BRIEF DESCRIPTION OF THE DRAWINGS

FIG. 1A is a schematic cross-sectional diagram illustrating a power cable splicing connector consistent with implementations described herein;

FIG. 1B is a schematic partial cross-sectional diagram illustrating a power cable splicing connector configured in a manner consistent with another implementation described herein;

FIG. 1C is a cross-sectional diagram of the sacrificial cap of FIG. 1B;

FIG. 2A is a schematic partial cross-sectional diagram illustrating a power cable splicing connector configured in a manner consistent with another implementation described herein;

FIG. 2B illustrates the power cable splicing connector of FIG. 2A in an exploded (e.g., unassembled) view;

FIG. 3 is a cross-sectional view of the sacrificial adapter of FIGS. 2A and 2B;

FIG. 4A is a schematic partial cross-sectional diagram illustrating a power cable splicing connector configured in a manner consistent with yet another implementation described herein;

FIG. 4B illustrates the power cable splicing connector of FIG. 4A in an exploded (e.g., unassembled) view;

FIG. 5A is a cross-sectional view of an alternative sacrificial appendage for use with the splicing connector of FIGS. 4A and 4B; and

FIG. 5B is side view of the alternative sacrificial appendage of FIG. 5A.

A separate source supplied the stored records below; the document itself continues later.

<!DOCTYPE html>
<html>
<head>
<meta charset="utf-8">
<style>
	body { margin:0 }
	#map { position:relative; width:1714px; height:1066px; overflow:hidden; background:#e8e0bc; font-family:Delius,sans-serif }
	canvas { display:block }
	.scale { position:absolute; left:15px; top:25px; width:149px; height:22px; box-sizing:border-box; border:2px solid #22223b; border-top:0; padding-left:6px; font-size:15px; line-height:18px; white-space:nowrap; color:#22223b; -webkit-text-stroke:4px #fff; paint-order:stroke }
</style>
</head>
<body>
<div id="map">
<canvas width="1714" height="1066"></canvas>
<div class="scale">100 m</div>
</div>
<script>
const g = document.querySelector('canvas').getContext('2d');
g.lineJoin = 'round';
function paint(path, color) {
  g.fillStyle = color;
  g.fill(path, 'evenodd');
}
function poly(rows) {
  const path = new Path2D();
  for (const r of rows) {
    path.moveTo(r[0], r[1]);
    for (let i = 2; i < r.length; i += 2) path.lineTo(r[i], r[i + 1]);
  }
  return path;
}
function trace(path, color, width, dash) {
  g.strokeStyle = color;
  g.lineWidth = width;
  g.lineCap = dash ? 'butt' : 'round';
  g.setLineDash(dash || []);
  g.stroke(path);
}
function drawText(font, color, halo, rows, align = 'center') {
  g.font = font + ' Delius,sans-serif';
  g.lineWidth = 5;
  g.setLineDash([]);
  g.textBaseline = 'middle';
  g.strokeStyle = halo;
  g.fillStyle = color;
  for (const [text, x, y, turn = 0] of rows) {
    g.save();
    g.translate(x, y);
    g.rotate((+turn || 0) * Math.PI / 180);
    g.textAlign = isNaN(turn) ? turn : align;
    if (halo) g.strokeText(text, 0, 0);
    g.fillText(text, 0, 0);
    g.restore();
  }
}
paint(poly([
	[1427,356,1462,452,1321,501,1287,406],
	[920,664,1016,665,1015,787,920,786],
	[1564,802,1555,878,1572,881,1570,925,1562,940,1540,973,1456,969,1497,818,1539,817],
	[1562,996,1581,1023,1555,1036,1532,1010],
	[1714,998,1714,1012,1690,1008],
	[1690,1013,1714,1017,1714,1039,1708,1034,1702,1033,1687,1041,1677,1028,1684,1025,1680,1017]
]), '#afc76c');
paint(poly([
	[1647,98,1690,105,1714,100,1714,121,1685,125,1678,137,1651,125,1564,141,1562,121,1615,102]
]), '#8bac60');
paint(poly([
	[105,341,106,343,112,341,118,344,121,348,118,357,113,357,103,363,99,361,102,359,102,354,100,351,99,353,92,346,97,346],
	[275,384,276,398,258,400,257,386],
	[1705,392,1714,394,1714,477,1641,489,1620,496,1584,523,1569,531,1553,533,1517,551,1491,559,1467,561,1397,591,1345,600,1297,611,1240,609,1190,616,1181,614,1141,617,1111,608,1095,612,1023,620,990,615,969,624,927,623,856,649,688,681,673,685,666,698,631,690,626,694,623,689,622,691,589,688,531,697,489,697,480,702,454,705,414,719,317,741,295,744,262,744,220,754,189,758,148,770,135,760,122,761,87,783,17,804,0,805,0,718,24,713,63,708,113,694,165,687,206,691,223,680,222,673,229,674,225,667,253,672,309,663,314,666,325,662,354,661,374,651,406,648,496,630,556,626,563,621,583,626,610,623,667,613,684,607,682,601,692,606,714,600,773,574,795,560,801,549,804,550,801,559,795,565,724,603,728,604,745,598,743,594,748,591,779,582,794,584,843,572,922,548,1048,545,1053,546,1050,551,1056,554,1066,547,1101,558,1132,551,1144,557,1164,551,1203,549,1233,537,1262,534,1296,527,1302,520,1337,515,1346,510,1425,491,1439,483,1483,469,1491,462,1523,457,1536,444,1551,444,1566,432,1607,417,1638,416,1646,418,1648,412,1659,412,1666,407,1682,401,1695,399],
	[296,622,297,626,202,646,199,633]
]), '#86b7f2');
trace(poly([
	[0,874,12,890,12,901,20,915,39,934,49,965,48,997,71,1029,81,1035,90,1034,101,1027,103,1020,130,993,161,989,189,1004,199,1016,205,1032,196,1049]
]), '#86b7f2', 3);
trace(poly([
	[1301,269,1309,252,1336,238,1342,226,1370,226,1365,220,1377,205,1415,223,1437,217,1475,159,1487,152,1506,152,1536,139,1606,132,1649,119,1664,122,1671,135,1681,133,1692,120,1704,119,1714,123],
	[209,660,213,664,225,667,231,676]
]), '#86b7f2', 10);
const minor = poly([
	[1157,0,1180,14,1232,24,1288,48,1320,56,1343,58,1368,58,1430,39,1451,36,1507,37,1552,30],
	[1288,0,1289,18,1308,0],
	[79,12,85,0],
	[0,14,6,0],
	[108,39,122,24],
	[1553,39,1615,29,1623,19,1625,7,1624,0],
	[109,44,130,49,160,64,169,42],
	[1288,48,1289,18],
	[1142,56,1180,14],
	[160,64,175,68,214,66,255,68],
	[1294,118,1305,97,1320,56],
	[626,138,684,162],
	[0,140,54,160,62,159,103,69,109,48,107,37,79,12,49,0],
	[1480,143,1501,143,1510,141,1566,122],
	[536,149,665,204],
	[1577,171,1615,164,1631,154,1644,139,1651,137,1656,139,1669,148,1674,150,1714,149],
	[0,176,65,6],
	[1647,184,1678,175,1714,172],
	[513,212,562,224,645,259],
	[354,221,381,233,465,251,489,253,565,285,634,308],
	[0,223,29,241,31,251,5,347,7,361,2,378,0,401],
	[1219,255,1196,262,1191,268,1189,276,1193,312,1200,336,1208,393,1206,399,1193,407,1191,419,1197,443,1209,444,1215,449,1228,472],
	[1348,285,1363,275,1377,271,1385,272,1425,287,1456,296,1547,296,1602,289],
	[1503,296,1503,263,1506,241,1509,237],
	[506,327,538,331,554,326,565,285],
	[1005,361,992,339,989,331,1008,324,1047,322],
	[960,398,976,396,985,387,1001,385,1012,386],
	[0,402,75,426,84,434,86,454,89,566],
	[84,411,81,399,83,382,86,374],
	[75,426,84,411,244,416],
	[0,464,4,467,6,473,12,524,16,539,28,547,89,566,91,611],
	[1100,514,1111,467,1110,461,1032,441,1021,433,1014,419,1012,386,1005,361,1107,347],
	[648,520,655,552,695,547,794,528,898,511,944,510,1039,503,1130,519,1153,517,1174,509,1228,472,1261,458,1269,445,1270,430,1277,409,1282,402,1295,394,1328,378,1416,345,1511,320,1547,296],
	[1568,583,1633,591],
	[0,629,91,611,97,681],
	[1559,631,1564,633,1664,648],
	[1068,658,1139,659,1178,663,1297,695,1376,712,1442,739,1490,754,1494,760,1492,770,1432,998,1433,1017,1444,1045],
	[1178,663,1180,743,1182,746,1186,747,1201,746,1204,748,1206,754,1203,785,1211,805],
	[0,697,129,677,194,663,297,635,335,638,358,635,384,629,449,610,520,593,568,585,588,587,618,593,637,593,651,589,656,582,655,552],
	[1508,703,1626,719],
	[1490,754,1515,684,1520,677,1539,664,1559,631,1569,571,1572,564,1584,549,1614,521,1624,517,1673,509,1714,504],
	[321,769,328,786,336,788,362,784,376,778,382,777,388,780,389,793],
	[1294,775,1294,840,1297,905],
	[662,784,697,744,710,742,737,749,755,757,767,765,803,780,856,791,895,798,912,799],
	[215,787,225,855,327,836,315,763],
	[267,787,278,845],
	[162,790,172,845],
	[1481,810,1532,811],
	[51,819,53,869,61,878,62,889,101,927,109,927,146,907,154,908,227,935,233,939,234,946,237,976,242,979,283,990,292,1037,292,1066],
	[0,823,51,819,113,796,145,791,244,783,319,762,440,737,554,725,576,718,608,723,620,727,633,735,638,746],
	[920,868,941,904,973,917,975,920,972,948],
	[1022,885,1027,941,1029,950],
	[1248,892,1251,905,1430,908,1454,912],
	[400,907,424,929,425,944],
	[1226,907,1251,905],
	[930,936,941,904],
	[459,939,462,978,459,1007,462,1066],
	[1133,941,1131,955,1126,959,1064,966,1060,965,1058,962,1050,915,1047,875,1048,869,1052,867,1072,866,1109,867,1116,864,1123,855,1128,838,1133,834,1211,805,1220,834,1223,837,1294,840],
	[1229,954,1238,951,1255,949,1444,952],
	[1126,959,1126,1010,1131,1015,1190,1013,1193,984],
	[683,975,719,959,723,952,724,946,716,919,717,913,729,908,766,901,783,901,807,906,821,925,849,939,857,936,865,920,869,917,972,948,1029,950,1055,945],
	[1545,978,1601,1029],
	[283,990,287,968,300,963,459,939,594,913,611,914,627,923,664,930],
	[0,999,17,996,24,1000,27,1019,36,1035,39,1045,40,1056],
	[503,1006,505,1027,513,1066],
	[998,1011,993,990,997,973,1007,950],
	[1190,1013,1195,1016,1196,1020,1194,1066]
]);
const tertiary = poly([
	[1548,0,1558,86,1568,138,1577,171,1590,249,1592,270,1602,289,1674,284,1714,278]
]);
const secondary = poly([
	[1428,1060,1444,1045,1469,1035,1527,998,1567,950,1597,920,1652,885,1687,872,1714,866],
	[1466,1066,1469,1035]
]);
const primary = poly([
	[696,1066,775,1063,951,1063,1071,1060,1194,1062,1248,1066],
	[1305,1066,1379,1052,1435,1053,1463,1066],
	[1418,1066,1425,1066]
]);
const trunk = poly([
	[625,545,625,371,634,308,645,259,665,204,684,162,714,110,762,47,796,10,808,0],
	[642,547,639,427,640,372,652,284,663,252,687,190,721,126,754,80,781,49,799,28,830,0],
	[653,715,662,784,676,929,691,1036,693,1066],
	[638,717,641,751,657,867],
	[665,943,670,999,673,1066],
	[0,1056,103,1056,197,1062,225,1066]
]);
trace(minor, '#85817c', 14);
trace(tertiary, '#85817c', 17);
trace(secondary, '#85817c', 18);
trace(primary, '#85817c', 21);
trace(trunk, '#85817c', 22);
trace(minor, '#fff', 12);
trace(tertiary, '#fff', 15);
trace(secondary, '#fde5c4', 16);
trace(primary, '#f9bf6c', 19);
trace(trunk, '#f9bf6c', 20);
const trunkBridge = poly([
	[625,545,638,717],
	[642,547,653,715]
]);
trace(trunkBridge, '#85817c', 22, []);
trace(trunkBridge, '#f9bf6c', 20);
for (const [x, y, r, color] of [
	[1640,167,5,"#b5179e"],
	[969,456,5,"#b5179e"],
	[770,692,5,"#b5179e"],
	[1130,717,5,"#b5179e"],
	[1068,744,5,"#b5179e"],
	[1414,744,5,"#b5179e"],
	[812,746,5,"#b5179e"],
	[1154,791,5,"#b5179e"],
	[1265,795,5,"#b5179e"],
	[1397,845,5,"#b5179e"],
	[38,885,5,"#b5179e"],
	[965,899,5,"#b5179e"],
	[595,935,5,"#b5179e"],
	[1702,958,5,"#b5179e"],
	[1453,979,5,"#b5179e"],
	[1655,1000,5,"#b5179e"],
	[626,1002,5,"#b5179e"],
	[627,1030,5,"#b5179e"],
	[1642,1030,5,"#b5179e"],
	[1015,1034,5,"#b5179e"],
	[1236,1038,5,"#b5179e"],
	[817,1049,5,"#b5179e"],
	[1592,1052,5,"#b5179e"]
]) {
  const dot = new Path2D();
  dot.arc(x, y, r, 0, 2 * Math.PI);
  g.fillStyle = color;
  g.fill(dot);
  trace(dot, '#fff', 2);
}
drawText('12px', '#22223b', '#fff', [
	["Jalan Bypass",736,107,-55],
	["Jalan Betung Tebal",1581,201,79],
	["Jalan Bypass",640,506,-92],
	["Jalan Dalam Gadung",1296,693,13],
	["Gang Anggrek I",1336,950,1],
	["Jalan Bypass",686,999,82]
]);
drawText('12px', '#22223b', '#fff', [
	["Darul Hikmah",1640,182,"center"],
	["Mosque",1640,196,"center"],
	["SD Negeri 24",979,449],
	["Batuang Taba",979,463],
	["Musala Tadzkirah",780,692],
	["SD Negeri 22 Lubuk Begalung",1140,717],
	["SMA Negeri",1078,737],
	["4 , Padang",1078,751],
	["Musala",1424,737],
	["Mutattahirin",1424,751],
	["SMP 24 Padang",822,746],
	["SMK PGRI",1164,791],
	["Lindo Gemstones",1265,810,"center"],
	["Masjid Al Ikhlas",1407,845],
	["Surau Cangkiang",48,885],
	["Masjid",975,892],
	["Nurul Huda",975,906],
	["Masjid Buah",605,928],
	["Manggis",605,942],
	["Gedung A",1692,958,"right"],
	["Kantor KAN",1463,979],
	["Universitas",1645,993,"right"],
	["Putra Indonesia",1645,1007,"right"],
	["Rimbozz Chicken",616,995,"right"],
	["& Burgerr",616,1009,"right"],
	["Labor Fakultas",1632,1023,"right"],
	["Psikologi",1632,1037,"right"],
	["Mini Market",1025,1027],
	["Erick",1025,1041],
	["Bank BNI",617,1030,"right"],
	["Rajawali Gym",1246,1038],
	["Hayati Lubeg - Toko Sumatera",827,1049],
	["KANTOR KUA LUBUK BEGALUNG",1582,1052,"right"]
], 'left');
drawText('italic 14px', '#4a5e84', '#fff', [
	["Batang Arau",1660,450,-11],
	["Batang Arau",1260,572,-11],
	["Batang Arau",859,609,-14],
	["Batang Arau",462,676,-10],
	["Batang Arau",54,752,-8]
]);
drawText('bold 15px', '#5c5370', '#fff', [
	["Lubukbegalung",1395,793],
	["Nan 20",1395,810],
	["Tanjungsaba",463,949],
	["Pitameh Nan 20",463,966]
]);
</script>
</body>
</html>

DETAILED DESCRIPTION OF THE PREFERRED EMBODIMENTS

The following detailed description refers to the accompanying drawings. The same reference numbers in different drawings may identify the same or similar elements.

FIG. 1A is a schematic cross-sectional diagram illustrating a power cable splicing connector 100 configured in a manner consistent with implementations described herein. As shown in FIG. 1, power cable splicing connector 100 may include a four-way yoke 102 for enabling connection of power cables 104-1, 104-2, 104-3, and 104-4 (collectively “power cables 104,” and individually “power cable 104-x”). For example, power cable 104-1 may be a supply cable and cables 104-2 to 104-4 may be load cables. Other types of power cable splicing connectors may be configured in accordance with implementations described herein, such as three-way yoke connectors, two-way connectors, etc.

In one implementation, yoke 102 of power cable splicing connector 100 may include a central conductor 106 and number of splice openings 108-1 to 108-4 (collectively “splice openings 108,” and individually “splice opening 108-x”). Central conductor 106 may be formed of a suitably conductive material, such as copper, aluminum, or other conductive alloy. Further, as shown in FIG. 1, central conductor 106 may include outwardly extending portions 110-1 to 110-4 (collectively “outwardly extending portion 110,” and individually “outwardly extending portion 110-x”) that project from respective splice openings 108-x. As described in additional detail below, central conductor 106 may connect each of power cables 104-x to each other power cable 104-x, such that voltage applied to one cable is transferred to each other cable.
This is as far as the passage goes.